Differential Equations Problems Explained Using Existence And Uniqueness Theorem

Example. 8: Solve : \(\frac{d y}{d x}=(4 x+y+1)^2\)

Solution:

Given equation is \(\frac{d y}{d x}=(4 x+y+1)^2\)……..(1)

Let \(4 x+y+1=u \Rightarrow 4+\frac{d y}{d x}=\frac{d u}{d x} \Rightarrow \frac{d y}{d x}=\frac{d u}{d x}-4\)…..(2)

From (1) and (2): \(\frac{d u}{d x}-4=u^2 \Rightarrow \frac{d u}{d x}=u^2+4\).

Separating the variables: \(\frac{d u}{u^2+4}=d x\)

⇒ \(\int \frac{d u}{u^2+2^2}=\int d x+\frac{c}{2} \Rightarrow \frac{1}{2} \text{Tan}^{-1}\left(\frac{u}{2}\right)\)

= \(x+\frac{c}{2} \Rightarrow \text{Tan}^{-1}\left(\frac{u}{2}\right)=2 x+c\)

u = \(2 \tan (2 x+c)\)

∴ The General solution is \(4 x+y+1=2 \tan (2 x+c)\)

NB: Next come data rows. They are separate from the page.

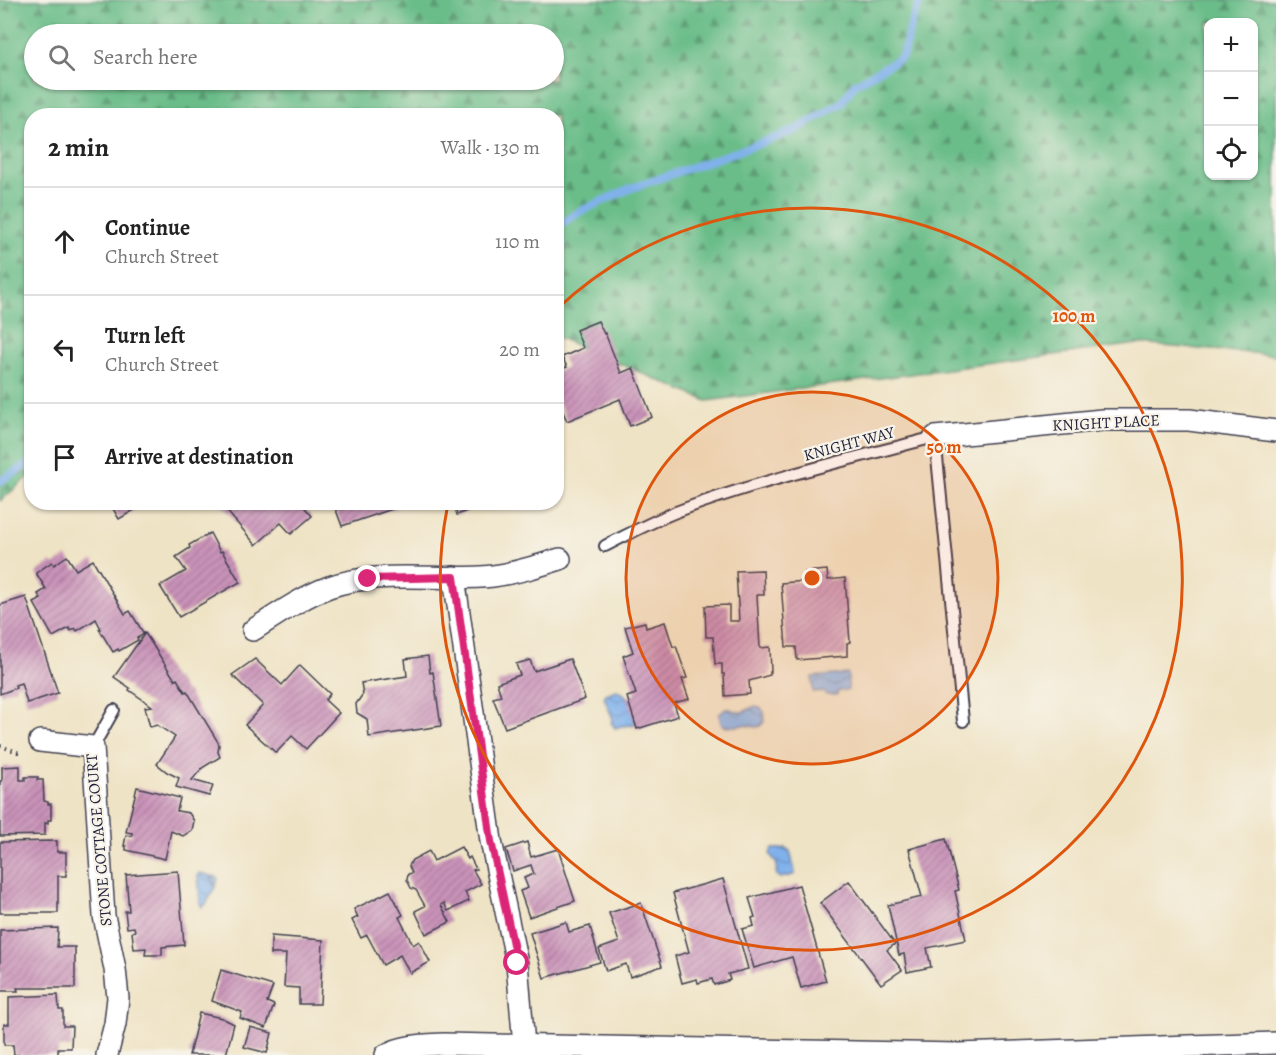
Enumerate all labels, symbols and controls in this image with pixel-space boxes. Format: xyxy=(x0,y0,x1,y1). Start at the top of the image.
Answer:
map controls xyxy=(1204,18,1258,180)
button: + xyxy=(1204,18,1258,72)
search box xyxy=(24,24,564,90)
icon: search xyxy=(45,41,78,74)
text: Search here xyxy=(93,42,198,72)
button: − xyxy=(1204,72,1258,126)
button: locate xyxy=(1204,126,1258,180)
text: 2 min xyxy=(48,130,109,165)
text: Walk · 130 m xyxy=(441,134,540,161)
text: Continue xyxy=(105,213,190,243)
icon: ahead xyxy=(48,225,81,258)
text: 110 m xyxy=(495,228,540,255)
text: Church Street xyxy=(105,243,219,270)
text: 100 m xyxy=(1053,304,1095,328)
text: Turn left xyxy=(105,321,185,351)
icon: left xyxy=(48,333,81,366)
text: 20 m xyxy=(499,336,540,363)
text: Church Street xyxy=(105,351,219,378)
street label: KNIGHT PLACE xyxy=(1052,409,1160,437)
street label: KNIGHT WAY xyxy=(801,421,897,467)
text: 50 m xyxy=(927,435,961,459)
icon: arrive xyxy=(48,441,81,474)
text: Arrive at destination xyxy=(105,442,294,472)
route end xyxy=(354,565,380,591)
centre of rings xyxy=(802,568,822,588)
street label: STONE COTTAGE COURT xyxy=(80,753,117,927)
route start xyxy=(503,949,529,975)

(because \(u=4 \dot{x}+y+1)\)

Worked Examples On Existence And Uniqueness Theorem In Differential Equations

Example 9: Solve : \(\frac{d y}{d x}=\cos (x+y)+\sin (x+y)\)

Solution:

Given equation is \(\frac{d y}{d x}=\cos (x+y)+\sin (x+y)\) …………………..(1)

Let \(x+y=u \Rightarrow 1+\frac{d y}{d x}=\frac{d u}{d x} \Rightarrow \frac{d y}{d x}=\frac{d u}{d x}-1\) ……………………..(2)

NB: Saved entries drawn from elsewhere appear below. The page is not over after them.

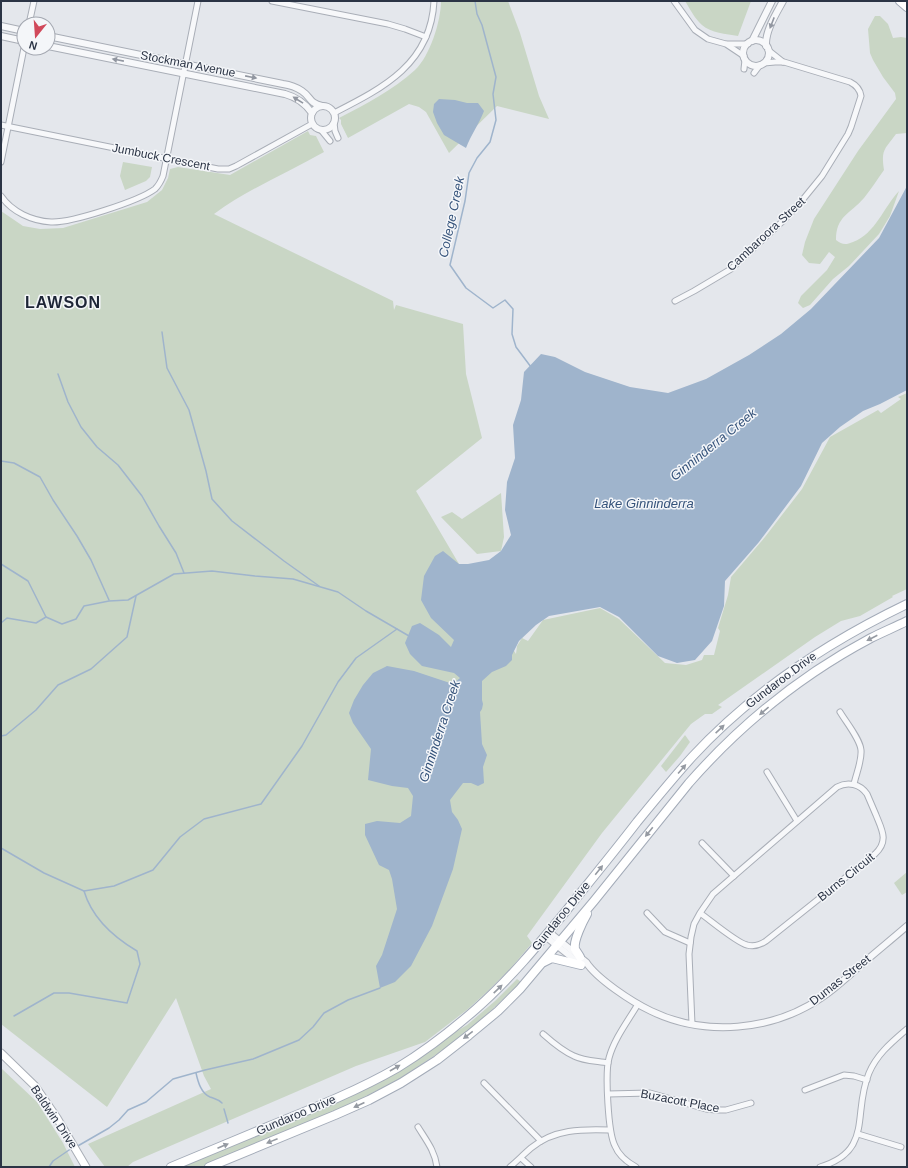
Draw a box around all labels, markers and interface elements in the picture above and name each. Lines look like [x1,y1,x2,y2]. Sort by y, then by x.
north arrow [16,16,56,56]
one-way arrow [769,17,775,29]
text: N [27,39,39,52]
street label: Stockman Avenue [139,48,237,80]
one-way arrow [112,57,124,63]
one-way arrow [245,75,257,81]
one-way arrow [293,96,303,104]
street label: Jumbuck Crescent [111,141,212,173]
water label: College Creek [436,174,468,259]
street label: Cambaroora Street [724,194,809,274]
district label: LAWSON [25,294,101,311]
water label: Ginninderra Creek [667,404,760,484]
water label: Lake Ginninderra [594,496,694,511]
one-way arrow [866,635,878,641]
street label: Gundaroo Drive [743,649,819,711]
water label: Ginninderra Creek [416,677,463,784]
one-way arrow [759,706,769,715]
one-way arrow [715,725,725,734]
one-way arrow [677,764,686,775]
one-way arrow [645,827,653,837]
street label: Burns Circuit [815,850,878,904]
one-way arrow [595,864,603,875]
street label: Gundaroo Drive [529,878,593,953]
street label: Dumas Street [807,951,874,1008]
one-way arrow [493,984,503,994]
one-way arrow [463,1031,474,1040]
one-way arrow [389,1065,401,1072]
street label: Baldwin Drive [28,1083,80,1152]
street label: Buzacott Place [639,1086,721,1116]
street label: Gundaroo Drive [254,1092,338,1138]
one-way arrow [353,1102,364,1108]
one-way arrow [266,1138,278,1145]
one-way arrow [217,1142,229,1148]

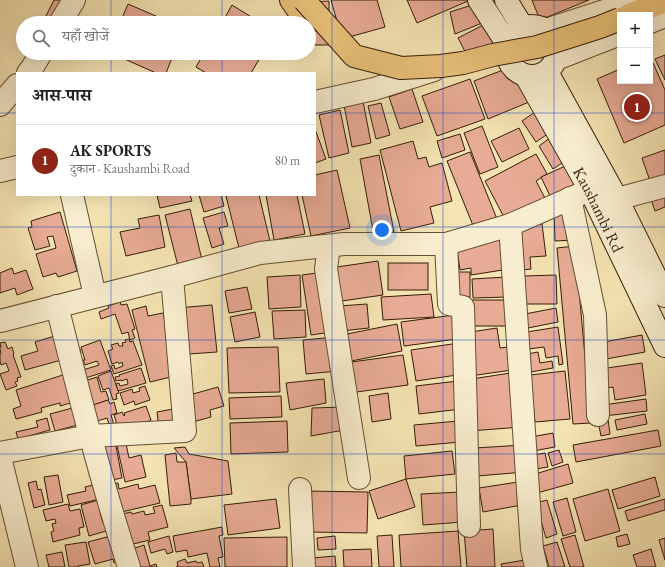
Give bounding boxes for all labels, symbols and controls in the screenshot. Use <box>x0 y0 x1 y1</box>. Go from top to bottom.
map controls <box>617 12 653 84</box>
button: + <box>617 12 653 48</box>
search box <box>16 16 316 60</box>
text: यहाँ खोजें <box>62 26 109 45</box>
icon: search <box>30 27 52 49</box>
button: − <box>617 48 653 84</box>
text: आस-पास <box>32 84 91 106</box>
pin: 1 <box>624 92 650 122</box>
text: AK SPORTS <box>70 141 151 160</box>
text: 1 <box>42 152 48 169</box>
text: 80 m <box>275 152 300 169</box>
text: दुकान · Kaushambi Road <box>70 160 190 177</box>
street label: Kaushambi Rd <box>569 163 629 256</box>
your location <box>372 220 392 240</box>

(1)and (2) => \(\frac{d u}{d x}-1=\cos u+\sin u \Rightarrow \frac{d u}{d x}=(1+\cos u)+\sin u\)

⇒ \(\frac{d u}{d x}=2 \cos ^2 \frac{u}{2}+2 \sin \frac{u}{2} \cos \frac{u}{2}=2 \cos ^2 \frac{u}{2}\left(1+\tan \frac{u}{2}\right)\)

Separating the variables : \(\frac{d u}{2 \cos ^2(u / 2)[1+\tan (u / 2)]}=d x\)

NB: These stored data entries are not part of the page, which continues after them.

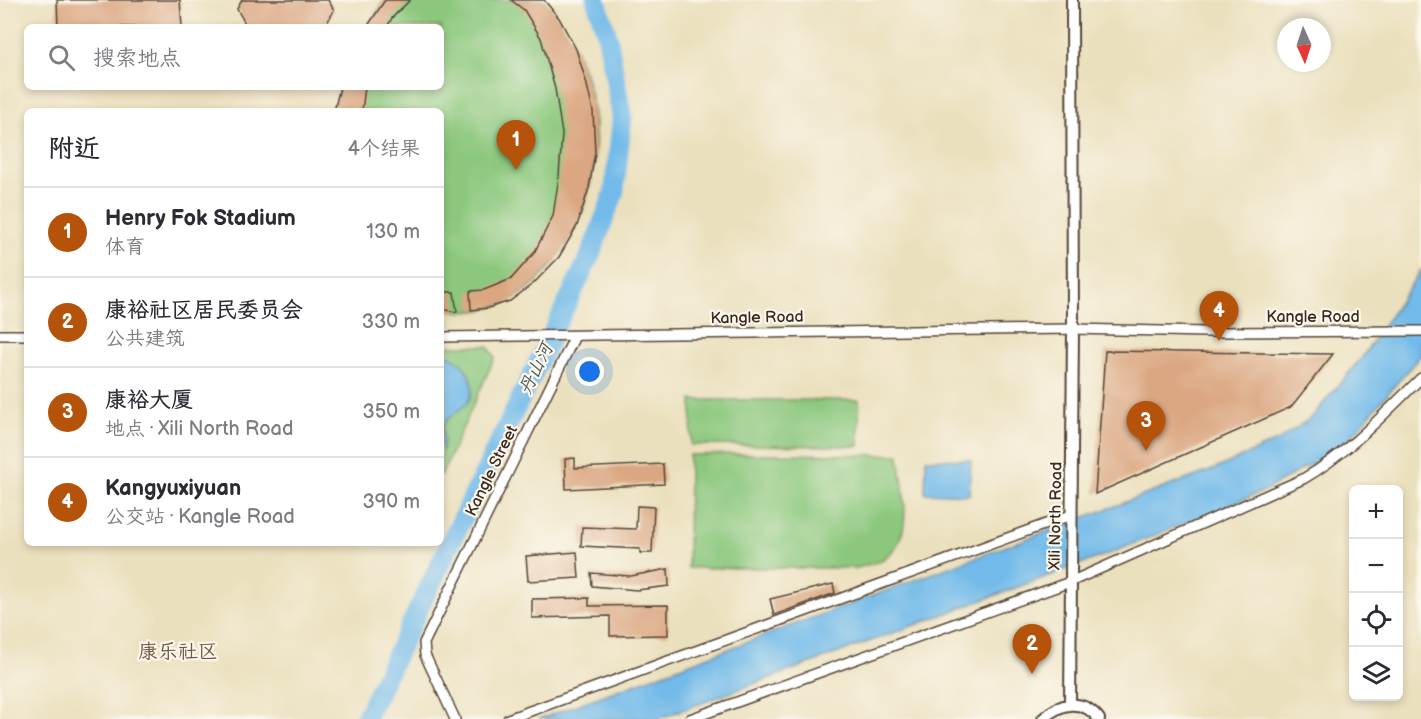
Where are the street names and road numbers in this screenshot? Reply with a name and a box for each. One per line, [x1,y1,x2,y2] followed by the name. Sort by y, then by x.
[710,308,804,328] street label: Kangle Road
[1266,308,1360,327] street label: Kangle Road
[462,423,522,519] street label: Kangle Street
[1046,462,1066,571] street label: Xili North Road

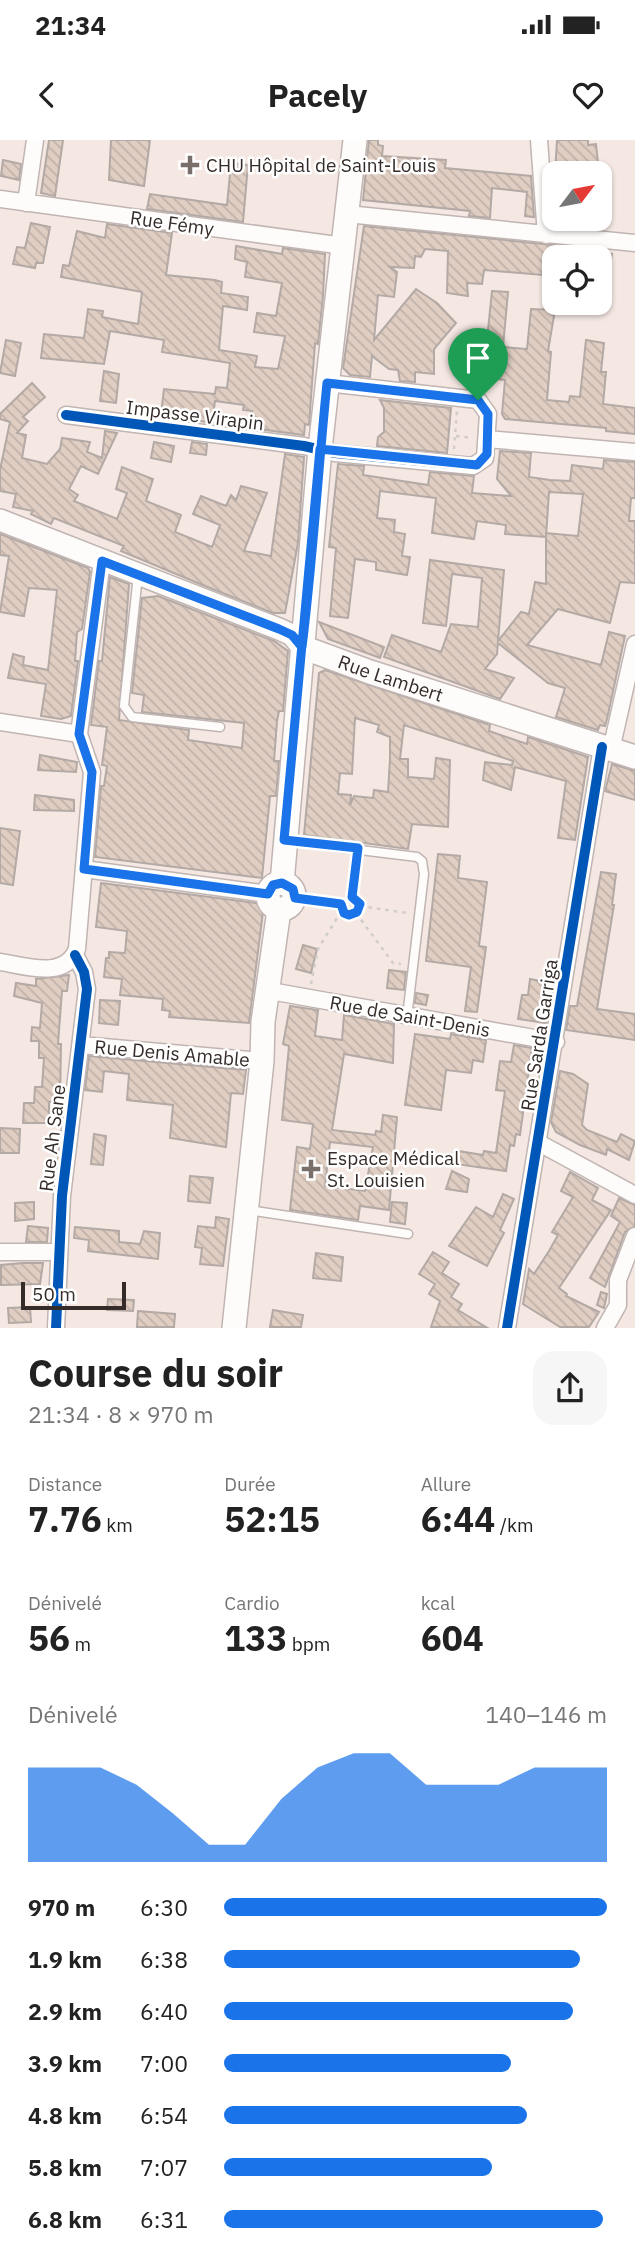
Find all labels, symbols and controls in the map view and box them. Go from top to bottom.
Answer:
text: 21:34 [35,8,106,42]
text: Pacely [268,74,367,116]
icon: back [28,76,66,114]
icon: heart [569,76,607,114]
place label: CHU Hôpital de Saint-Louis [206,153,436,177]
marker: CHU Hôpital de Saint-Louis [180,155,200,175]
north arrow [542,161,612,231]
map controls [542,161,612,315]
street label: Rue Fémy [129,205,216,241]
button: locate [542,245,612,315]
pin [448,328,508,400]
icon: arrive [459,339,497,377]
street label: Impasse Virapin [125,395,265,435]
street label: Rue Lambert [335,649,446,707]
street label: Rue Sarda Garriga [515,957,563,1113]
street label: Rue de Saint-Denis [328,990,492,1042]
street label: Rue Denis Amable [93,1034,251,1072]
street label: Rue Ah Sane [34,1083,70,1193]
place label: Espace Médical St. Louisien [327,1146,459,1192]
marker: Espace Médical St. Louisien [301,1159,321,1179]
scale bar [21,1279,126,1310]
text: 50 m [32,1282,76,1306]
text: Course du soir [28,1348,283,1397]
button: share [533,1351,607,1425]
text: 21:34 · 8 × 970 m [28,1399,214,1429]
text: Distance [28,1472,102,1496]
text: Durée [224,1472,276,1496]
text: Allure [421,1472,471,1496]
text: 7.76 [28,1496,102,1542]
text: 52:15 [224,1496,320,1542]
text: 6:44 [421,1496,495,1542]
text: km [102,1513,133,1537]
text: /km [495,1513,534,1537]
text: Dénivelé [28,1591,102,1615]
text: Cardio [224,1591,280,1615]
text: kcal [421,1591,455,1615]
text: 56 [28,1615,70,1661]
text: 133 [224,1615,287,1661]
text: 604 [421,1615,484,1661]
text: m [70,1632,91,1656]
text: bpm [287,1632,330,1656]
text: Dénivelé [28,1699,118,1729]
text: 140–146 m [485,1699,607,1729]
text: 970 m [28,1892,95,1922]
text: 6:30 [140,1892,188,1922]
text: 1.9 km [28,1944,102,1974]
text: 6:38 [140,1944,188,1974]
text: 2.9 km [28,1996,102,2026]
text: 6:40 [140,1996,188,2026]
text: 3.9 km [28,2048,102,2078]
text: 7:00 [140,2048,188,2078]
text: 4.8 km [28,2100,102,2130]
text: 6:54 [140,2100,188,2130]
text: 5.8 km [28,2152,102,2182]
text: 7:07 [140,2152,188,2182]
text: 6.8 km [28,2204,102,2234]
text: 6:31 [140,2204,188,2234]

⇒ \(\int \frac{\sec ^2(u / 2)}{2[1+\tan (u / 2)]} d u=\int d x+c \Rightarrow \log \left(1+\tan \frac{u}{2}\right)=x+c\)

∴ The General Solution is \(\log \left[1+\tan \left(\frac{x+y}{2}\right)\right]=x+c\)

Example. 10: solve : \(\frac{d y}{d x}-x \tan (y-x)=1\)

Solution:

Given equation is \(\frac{d y}{d x}-x \tan (\cdot y-x)=1\) …………………..(1)

Put \(y-x=z \Rightarrow \frac{d y}{d x}-1=\frac{d z}{d x} \Rightarrow \frac{d y}{d x}=\frac{d z}{d x}+1\) ……………………(2)

(1)and(2) => \(\frac{d z}{d x}+1-x \tan z=1 \Rightarrow \frac{d z}{d x}=x \tan z\)

Separating the variables: \(\frac{d z}{\tan z}=x d x \Rightarrow \int \cot z d z=\int x d x+c \Rightarrow \log |\sin z|=\frac{x^2}{2}+\frac{c}{2}\)

∴ The general solution of (1) is \(2 \log |\sin (y-x)|=x^2+c\)

Example. 11: Solve : \(\left(\frac{x+y+a}{x+y-b}\right) \frac{d y}{d x}=\frac{x+y-a}{x+y+b}\)

Solution:

Given equation is

Put x + y = z in the given equation => \(1+\frac{d y}{d x}=\frac{d z}{d x}\)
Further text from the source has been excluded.